Montréal, 20 mai 2007 • No 226

 

OPINION

 

Guillaume Lucardie est étudiant dans une école de commerce. Il habite à Paris.

 
 

PAYER LES RETRAITES
SELON LA PÉNIBILITÉ DU TRAVAIL?

 

par Guillaume Lucardie

 

          Au cours des élections présidentielles françaises, une idée néfaste n’a pas manqué de faire son chemin sans que personne ne s’en scandalise. Cette idée concerne les retraites qui devraient être évaluées selon la « pénibilité du travail ». Tous les candidats (dont le président élu Nicolas Sarkozy) souhaitent mettre en oeuvre une telle mesure avec des modalités diverses. Quelle est donc la validité de ce projet ?

 

          Signalons simplement que ce genre de projet ne peut avoir de sens qu’au sein d’un régime de répartition où les cotisations et leur durée sont fixées par l’État dans une situation de monopole… mais c’est une autre histoire!
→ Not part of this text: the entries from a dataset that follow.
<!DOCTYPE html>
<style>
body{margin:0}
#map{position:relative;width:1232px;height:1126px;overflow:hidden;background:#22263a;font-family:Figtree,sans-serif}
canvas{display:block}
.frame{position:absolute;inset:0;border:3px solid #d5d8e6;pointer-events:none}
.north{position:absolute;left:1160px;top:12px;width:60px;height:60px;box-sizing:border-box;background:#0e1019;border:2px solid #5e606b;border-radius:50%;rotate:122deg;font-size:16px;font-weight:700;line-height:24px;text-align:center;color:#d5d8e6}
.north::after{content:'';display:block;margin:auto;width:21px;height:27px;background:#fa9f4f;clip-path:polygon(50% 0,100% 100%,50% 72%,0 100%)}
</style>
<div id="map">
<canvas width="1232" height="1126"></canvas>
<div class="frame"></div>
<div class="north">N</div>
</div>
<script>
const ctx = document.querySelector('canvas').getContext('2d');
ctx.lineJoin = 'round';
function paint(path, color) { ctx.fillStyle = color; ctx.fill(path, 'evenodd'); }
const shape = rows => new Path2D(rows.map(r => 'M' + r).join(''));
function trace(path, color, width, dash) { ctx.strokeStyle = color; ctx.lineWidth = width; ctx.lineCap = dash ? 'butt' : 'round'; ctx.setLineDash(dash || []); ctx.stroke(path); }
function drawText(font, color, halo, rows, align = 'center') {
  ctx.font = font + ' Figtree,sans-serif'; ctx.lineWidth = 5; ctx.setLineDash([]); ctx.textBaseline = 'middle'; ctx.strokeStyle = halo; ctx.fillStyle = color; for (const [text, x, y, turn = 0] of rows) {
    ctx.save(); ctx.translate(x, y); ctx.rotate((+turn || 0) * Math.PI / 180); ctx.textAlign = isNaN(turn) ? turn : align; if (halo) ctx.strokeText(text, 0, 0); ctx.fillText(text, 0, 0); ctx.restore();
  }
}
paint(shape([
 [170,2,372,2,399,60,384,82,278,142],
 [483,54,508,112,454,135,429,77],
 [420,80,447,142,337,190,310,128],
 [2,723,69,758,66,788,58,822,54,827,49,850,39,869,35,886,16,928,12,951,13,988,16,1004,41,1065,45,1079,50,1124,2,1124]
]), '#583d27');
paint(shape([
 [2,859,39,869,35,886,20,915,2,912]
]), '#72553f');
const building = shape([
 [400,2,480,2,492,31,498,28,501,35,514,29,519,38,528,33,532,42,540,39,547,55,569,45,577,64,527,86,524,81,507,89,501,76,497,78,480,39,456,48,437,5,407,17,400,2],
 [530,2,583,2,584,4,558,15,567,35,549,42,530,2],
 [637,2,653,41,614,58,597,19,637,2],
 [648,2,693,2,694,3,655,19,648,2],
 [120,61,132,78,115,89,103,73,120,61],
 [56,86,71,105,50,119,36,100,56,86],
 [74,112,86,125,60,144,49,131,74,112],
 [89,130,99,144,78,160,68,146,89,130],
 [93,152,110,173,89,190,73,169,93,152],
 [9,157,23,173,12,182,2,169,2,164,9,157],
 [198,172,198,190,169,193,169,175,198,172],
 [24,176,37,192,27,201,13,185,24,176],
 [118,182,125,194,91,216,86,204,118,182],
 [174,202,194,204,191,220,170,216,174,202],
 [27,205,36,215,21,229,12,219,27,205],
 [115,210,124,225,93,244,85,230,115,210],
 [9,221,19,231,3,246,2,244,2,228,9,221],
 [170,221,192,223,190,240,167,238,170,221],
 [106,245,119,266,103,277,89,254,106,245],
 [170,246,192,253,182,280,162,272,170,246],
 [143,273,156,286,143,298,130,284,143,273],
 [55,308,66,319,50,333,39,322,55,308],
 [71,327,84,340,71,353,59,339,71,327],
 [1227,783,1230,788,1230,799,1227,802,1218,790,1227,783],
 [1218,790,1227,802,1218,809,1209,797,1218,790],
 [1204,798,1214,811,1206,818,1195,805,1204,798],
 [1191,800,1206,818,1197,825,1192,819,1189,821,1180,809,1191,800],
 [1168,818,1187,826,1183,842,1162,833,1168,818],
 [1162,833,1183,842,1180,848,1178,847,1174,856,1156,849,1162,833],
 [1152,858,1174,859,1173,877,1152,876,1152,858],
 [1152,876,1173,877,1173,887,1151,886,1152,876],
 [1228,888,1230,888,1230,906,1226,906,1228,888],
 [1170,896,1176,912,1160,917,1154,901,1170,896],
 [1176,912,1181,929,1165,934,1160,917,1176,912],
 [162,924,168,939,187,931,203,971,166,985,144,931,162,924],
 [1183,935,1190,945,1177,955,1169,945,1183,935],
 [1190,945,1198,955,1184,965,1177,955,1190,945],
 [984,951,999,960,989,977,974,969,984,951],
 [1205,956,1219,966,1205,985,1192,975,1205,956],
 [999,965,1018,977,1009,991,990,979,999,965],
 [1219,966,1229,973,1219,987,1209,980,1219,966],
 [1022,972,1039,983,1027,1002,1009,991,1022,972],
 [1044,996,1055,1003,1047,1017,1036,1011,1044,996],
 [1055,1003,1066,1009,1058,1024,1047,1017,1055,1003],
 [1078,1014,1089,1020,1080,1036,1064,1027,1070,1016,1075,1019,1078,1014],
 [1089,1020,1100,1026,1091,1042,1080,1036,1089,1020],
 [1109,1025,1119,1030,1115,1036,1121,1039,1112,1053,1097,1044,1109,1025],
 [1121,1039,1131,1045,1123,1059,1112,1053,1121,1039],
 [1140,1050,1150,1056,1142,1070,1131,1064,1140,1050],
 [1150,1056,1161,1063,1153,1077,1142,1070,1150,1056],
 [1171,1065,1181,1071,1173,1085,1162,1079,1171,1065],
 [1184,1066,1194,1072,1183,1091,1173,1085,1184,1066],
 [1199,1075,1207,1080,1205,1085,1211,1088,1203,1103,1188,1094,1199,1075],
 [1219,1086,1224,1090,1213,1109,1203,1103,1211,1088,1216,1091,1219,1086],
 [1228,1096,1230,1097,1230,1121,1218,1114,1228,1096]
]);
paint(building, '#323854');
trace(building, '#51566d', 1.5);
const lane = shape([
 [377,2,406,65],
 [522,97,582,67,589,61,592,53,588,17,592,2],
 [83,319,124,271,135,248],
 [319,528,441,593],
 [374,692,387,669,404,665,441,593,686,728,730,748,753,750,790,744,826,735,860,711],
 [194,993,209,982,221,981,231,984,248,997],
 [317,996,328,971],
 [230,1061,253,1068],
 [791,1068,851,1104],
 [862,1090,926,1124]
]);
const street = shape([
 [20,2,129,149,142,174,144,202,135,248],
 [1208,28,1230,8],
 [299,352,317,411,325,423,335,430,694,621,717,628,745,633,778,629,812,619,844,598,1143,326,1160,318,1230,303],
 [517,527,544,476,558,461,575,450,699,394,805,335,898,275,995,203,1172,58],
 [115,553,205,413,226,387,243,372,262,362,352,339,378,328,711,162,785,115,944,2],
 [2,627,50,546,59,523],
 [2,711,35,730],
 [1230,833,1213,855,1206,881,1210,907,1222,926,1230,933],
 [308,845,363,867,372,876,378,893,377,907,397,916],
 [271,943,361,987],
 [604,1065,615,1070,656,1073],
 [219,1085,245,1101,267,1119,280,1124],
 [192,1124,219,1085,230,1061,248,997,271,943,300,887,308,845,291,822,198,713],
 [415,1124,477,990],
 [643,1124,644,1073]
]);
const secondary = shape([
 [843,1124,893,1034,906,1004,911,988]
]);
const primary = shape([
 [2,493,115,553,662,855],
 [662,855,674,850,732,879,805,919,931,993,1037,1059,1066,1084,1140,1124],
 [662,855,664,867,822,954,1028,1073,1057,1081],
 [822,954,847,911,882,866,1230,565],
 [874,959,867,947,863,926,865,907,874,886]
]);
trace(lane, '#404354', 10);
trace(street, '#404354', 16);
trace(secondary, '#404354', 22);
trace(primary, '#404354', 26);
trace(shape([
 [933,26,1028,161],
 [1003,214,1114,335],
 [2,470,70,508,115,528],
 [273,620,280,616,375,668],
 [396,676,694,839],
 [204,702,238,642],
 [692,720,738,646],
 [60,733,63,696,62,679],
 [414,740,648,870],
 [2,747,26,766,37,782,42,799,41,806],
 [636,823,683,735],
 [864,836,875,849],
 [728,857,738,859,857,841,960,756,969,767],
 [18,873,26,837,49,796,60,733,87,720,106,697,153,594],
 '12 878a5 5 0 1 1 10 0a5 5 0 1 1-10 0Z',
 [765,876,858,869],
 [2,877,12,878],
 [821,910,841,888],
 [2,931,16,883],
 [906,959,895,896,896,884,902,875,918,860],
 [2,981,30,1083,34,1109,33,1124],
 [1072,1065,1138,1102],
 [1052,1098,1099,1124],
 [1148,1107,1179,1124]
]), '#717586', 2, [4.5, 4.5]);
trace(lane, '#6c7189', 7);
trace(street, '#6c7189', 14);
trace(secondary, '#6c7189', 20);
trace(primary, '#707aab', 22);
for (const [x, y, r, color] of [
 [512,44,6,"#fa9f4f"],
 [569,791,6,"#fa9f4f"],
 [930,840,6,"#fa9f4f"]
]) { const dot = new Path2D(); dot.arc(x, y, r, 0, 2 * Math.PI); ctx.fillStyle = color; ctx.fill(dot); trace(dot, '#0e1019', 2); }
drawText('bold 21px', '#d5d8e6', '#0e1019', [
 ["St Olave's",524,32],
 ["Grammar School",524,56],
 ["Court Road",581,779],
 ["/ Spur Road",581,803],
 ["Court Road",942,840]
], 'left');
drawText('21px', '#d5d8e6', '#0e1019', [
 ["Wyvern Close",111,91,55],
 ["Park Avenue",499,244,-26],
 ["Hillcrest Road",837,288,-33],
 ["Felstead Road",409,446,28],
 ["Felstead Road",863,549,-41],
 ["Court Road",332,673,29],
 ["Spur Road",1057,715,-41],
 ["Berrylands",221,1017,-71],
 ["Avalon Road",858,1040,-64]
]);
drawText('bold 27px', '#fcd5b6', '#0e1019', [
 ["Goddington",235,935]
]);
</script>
          Avant d’aller plus loin, il me semble nécessaire de bien clarifier les présupposés de la question. Les partisans d’une retraite modulable en fonction de la pénibilité du travail affirment que cette mesure est nécessaire car la justice sociale exige que les gens qui ont un travail pénible reçoivent un dédommagement.
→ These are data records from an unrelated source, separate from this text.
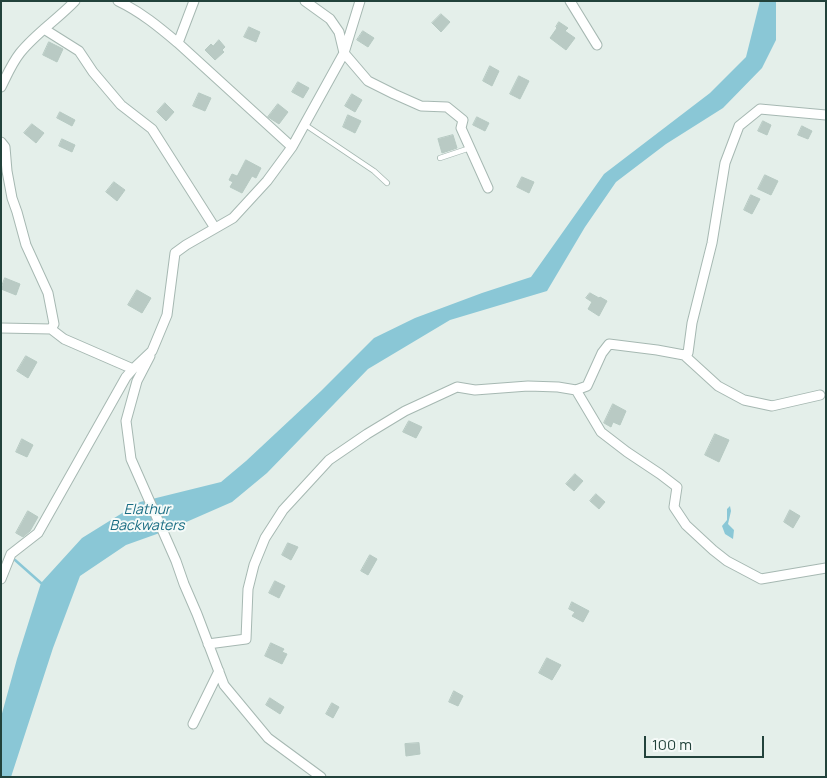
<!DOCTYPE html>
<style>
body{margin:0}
#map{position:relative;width:827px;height:778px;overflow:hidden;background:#e4efea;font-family:Manrope,sans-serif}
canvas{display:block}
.frame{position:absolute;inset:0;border:2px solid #22423b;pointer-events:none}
.scale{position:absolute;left:644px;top:736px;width:120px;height:22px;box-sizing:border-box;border:2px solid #22423b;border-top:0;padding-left:6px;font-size:15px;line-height:18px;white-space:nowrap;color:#22423b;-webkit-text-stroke:4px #f5faf8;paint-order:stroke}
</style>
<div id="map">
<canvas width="827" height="778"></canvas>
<div class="frame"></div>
<div class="scale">100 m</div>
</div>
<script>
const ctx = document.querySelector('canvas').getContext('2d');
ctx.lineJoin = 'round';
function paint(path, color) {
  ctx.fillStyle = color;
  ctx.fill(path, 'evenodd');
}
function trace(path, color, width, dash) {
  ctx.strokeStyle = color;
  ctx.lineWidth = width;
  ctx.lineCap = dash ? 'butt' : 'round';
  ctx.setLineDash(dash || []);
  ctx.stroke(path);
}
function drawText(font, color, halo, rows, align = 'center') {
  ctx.font = font + ' Manrope,sans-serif';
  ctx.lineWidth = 4;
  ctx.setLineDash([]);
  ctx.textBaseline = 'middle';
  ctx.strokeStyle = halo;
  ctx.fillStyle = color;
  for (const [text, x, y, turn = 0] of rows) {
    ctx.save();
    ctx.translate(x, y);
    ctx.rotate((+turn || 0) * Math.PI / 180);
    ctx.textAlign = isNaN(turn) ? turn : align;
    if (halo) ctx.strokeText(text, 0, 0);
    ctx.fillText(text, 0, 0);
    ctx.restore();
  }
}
const water = new Path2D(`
 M 760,1 L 776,1 L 776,40 L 762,68 L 723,108 L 666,144 L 616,182 L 585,227 L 547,291 L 450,320 L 368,369 L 267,473 L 232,502 L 168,530 L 126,545 L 80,576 L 53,648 L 11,777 L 1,777 L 1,717 L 17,659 L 41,583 L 82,538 L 140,502 L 221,482 L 246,461 L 321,391 L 374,338 L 415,318 L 482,293 L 531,277 L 604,174 L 710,93 L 746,57 Z
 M 730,506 L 731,511 L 728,524 L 734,530 L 733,539 L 725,534 L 722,526 L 727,520 L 727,509 Z`);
const stream = new Path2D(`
 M 15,560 L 41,583`);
const building = new Path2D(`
 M 441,14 L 450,22 L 441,32 L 432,23 Z
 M 559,22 L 568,28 L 565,31 L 575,38 L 566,50 L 550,38 L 557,28 L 556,27 Z
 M 249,27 L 260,32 L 256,42 L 244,37 Z
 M 363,31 L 374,38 L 368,47 L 357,40 Z
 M 219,40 L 225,47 L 222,50 L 224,52 L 215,60 L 205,50 L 211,44 L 213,46 Z
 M 49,42 L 63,49 L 57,62 L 43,55 Z
 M 490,66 L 499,71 L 492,86 L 483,81 Z
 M 519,76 L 529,81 L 520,99 L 510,94 Z
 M 298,82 L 309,88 L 303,98 L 292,92 Z
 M 199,93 L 211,98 L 205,111 L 193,106 Z
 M 352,94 L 362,100 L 355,112 L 345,106 Z
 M 165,103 L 174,112 L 166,121 L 157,112 Z
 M 278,104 L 288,112 L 279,124 L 268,117 Z
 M 60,112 L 75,120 L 72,126 L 57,118 Z
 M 348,115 L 361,121 L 355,133 L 343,127 Z
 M 477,117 L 489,123 L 485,131 L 473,125 Z
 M 763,121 L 771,125 L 767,135 L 758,131 Z
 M 32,124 L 44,133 L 36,143 L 24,133 Z
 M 802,126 L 812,131 L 808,139 L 798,135 Z
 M 453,135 L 457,148 L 442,153 L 438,139 Z
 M 62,139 L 75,145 L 72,152 L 59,146 Z
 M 246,160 L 261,168 L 256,178 L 252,176 L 242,193 L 230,187 L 233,182 L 229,180 L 232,174 L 237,176 Z
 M 765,175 L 778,181 L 771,195 L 758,189 Z
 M 522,177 L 534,182 L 529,193 L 517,187 Z
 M 114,182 L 125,190 L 117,201 L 106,192 Z
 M 751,195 L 760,199 L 752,214 L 744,210 Z
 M 5,278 L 20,284 L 16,295 L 1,289 Z
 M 137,290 L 151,298 L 142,313 L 128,305 Z
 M 590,293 L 599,298 L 600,297 L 607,301 L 599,316 L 588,309 L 592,302 L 586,298 Z
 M 26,356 L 37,362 L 28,378 L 17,371 Z
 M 613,404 L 626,411 L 620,425 L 613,422 L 611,427 L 604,423 Z
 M 409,421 L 422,427 L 416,438 L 403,432 Z
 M 715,434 L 729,440 L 719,462 L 705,455 Z
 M 22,439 L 33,445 L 27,457 L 16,452 Z
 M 575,474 L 583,481 L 574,491 L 566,484 Z
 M 596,494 L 605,502 L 599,509 L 590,501 Z
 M 790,510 L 800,516 L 793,528 L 784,522 Z
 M 28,511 L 38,517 L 30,531 L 23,537 L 16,533 Z
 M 288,543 L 298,547 L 291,560 L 282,555 Z
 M 370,555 L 377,559 L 368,575 L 361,571 Z
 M 275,581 L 285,586 L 279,598 L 269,593 Z
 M 572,602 L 589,611 L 583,622 L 572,616 L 575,612 L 569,609 Z
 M 271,643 L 284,649 L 282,652 L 287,654 L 282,664 L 265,656 Z
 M 547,658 L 561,665 L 552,680 L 539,673 Z
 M 454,691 L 463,696 L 458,706 L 449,702 Z
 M 270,698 L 284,707 L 280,714 L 266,705 Z
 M 332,703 L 339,707 L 333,718 L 326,714 Z
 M 419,743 L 420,754 L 406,756 L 405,744 Z`);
const lane = new Path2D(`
 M 304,124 L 374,171 L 387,183
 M 440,158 L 470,148`);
const street = new Path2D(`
 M 118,1 C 141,12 159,27 178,43
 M 194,1 L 178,43 L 292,147
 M 305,1 L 330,19 L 339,32 L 344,53 L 368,81 L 394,94 L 421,106 L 447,107 L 463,120 L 461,128 L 488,188
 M 570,1 L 597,45
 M 44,29 L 79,51 L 93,72 L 121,105 L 152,129 L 215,228
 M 1,87 C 7,75 12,63 20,53 C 36,33 58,19 75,1
 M 1,142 L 5,147 L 7,171 L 12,198 L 17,212 L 26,245 L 48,293 L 54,324 L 51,329
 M 1,328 L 51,329 L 64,339 L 133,369
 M 684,355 L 688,353 L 692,323 L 712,243 L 725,163 L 739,126 L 760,109 L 826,115
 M 150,356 L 137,381 L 126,421 L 131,459 L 176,561 L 184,584 L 197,614 L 224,685 L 268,738 L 321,777
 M 576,390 L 601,432 L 627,452 L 660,474 L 677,487 L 674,507 L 686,525 L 713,550 L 727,561 L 761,579 L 826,568
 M 1,579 L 11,554 L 38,533 L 126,377 L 133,369 L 152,351 L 167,315 L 175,253 L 186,245 L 233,218 L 267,181 L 292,147 L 344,53 L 360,1
 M 208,644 L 246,639 L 248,589 L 254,565 L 265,538 L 283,510 L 329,460 L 367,434 L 405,411 L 457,387 L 475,390 L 528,386 L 558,387 L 576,390 L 587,386 L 602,353 L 609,344 L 657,350 L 684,355 L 718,386 L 744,400 L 772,406 L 820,395
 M 193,724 L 219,671`);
const waterNames = [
 ["Elathur",147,510],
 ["Backwaters",147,526]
];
paint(water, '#8ac7d6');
trace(stream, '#8ac7d6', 2.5);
paint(building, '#b9cac4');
trace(building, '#b6c9c2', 1);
trace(lane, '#a6b8b2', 6);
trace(street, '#a6b8b2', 11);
trace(lane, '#fff', 4.5);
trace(street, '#fff', 9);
drawText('italic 14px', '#186c82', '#f5faf8', waterNames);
</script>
          Cet argument est inintelligible si on n’admet pas qu’il repose sur la mesure du mérite individuel et finalement sur une échelle du mérite entre les individus ou les professions. Et cela pour deux raisons: premièrement, si on accorde un dédommagement à quelqu’un qui a eu un travail « pénible » alors qu’il aurait pu avoir un travail « agréable » en faisant un effort, cela est injuste pour celui qui a fait l’effort de se donner les moyens d’avoir un travail « agréable » et qui va payer pour la personne qui ne s’en est pas donné les moyens. Une personne qui n’a pas fait les efforts à sa portée pour échapper à un travail pénible ne mérite donc pas un dédommagement. Par conséquent, il est nécessaire de pouvoir mesurer le mérite d’une personne pour pouvoir lui donner la gratification jugée juste.

          Deuxièmement, comme il est question de dédommager les gens qui ont un travail pénible, cela suppose qu’il y ait des gens qui ont un travail agréable car, si tout le monde a un travail pénible, il n’y a aucune raison de favoriser qui que ce soit.
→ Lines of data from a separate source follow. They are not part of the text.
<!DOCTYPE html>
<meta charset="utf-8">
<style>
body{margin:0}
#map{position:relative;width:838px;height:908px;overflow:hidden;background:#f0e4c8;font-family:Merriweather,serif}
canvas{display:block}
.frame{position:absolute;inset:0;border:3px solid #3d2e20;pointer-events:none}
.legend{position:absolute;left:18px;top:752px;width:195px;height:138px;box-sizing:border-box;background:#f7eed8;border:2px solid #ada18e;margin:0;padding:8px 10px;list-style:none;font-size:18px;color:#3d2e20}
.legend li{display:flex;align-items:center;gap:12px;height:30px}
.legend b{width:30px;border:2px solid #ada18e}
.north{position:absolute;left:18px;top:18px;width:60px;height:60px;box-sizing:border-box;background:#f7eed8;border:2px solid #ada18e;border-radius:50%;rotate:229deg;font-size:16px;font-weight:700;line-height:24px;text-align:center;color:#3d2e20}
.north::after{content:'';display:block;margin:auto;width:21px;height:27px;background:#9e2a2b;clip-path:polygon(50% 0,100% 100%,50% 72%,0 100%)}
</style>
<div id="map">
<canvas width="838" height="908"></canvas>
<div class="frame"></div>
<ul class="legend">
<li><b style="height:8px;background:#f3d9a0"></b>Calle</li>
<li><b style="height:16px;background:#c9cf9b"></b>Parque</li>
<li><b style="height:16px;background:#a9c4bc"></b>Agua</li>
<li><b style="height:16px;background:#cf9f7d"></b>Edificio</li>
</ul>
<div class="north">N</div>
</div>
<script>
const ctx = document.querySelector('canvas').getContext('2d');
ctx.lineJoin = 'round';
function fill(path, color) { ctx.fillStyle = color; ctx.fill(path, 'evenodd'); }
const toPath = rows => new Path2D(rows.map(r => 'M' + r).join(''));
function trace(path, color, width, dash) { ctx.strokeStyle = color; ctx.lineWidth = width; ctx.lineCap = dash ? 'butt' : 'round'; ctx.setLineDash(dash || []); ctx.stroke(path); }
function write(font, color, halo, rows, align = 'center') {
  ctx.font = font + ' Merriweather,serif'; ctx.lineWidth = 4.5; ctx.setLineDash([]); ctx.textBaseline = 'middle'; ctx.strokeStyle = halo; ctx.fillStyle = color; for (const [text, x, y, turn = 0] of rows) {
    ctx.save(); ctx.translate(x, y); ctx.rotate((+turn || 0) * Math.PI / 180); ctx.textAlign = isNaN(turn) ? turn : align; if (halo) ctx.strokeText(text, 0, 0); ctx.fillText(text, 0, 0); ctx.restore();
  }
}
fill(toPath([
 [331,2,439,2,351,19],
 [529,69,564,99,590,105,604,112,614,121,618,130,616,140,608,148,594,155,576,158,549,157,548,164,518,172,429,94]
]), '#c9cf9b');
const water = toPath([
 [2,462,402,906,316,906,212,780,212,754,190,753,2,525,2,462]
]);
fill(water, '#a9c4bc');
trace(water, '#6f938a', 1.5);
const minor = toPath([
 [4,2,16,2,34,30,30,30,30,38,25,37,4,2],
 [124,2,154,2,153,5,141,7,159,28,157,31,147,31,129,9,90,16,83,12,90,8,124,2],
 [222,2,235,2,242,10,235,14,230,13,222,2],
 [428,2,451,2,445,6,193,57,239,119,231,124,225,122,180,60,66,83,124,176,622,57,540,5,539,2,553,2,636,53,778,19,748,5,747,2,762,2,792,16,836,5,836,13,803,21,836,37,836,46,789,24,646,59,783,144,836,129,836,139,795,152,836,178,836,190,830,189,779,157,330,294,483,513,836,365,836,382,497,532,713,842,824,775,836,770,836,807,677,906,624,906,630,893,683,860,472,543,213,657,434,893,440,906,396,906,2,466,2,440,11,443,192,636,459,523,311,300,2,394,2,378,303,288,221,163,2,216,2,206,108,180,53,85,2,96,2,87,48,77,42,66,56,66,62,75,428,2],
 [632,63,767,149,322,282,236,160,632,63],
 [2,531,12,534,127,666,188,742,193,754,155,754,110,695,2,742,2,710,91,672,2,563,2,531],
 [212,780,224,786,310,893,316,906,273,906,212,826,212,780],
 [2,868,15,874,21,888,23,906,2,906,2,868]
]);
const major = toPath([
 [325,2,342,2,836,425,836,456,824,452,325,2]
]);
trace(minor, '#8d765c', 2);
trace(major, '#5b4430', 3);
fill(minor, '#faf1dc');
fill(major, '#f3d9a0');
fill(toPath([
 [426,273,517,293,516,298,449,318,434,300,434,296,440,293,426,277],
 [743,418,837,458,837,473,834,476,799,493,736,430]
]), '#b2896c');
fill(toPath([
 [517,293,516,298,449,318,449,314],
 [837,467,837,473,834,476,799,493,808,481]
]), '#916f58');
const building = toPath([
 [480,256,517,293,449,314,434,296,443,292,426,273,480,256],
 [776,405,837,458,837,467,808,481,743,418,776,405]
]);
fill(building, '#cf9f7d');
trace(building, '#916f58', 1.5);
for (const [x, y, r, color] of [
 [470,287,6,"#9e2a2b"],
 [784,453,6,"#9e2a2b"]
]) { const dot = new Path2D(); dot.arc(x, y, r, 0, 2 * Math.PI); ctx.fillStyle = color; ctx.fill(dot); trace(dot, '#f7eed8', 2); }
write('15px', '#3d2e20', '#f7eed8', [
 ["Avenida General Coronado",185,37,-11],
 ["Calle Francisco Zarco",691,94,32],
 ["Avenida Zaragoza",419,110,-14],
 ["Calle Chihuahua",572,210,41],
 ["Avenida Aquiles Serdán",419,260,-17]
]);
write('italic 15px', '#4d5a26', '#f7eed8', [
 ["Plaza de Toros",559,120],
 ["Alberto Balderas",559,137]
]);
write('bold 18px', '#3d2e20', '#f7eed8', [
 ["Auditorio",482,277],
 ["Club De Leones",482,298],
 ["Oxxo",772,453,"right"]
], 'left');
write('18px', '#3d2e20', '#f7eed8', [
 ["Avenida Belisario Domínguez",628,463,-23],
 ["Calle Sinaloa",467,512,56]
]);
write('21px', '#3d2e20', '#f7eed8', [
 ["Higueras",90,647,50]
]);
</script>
          La retraite modulable selon la pénibilité du travail suppose donc deux choses: pouvoir mesurer le mérite d’une personne et pouvoir dresser une échelle du mérite entre les professions, c’est-à-dire comparer les mérites entre eux. Une fois les présupposés mis au jour, il s’agit de bien voir l’enjeu de la question. L’idée de payer une partie des retraites selon la pénibilité du travail revient à dire qu’une partie au moins du revenu (au sens large: les retraites sont un revenu) des gens ou de certaines catégories de gens doit être déterminée selon des critères de mérite. Cependant, cette idée est en fait très loin d’être réalisable et même souhaitable.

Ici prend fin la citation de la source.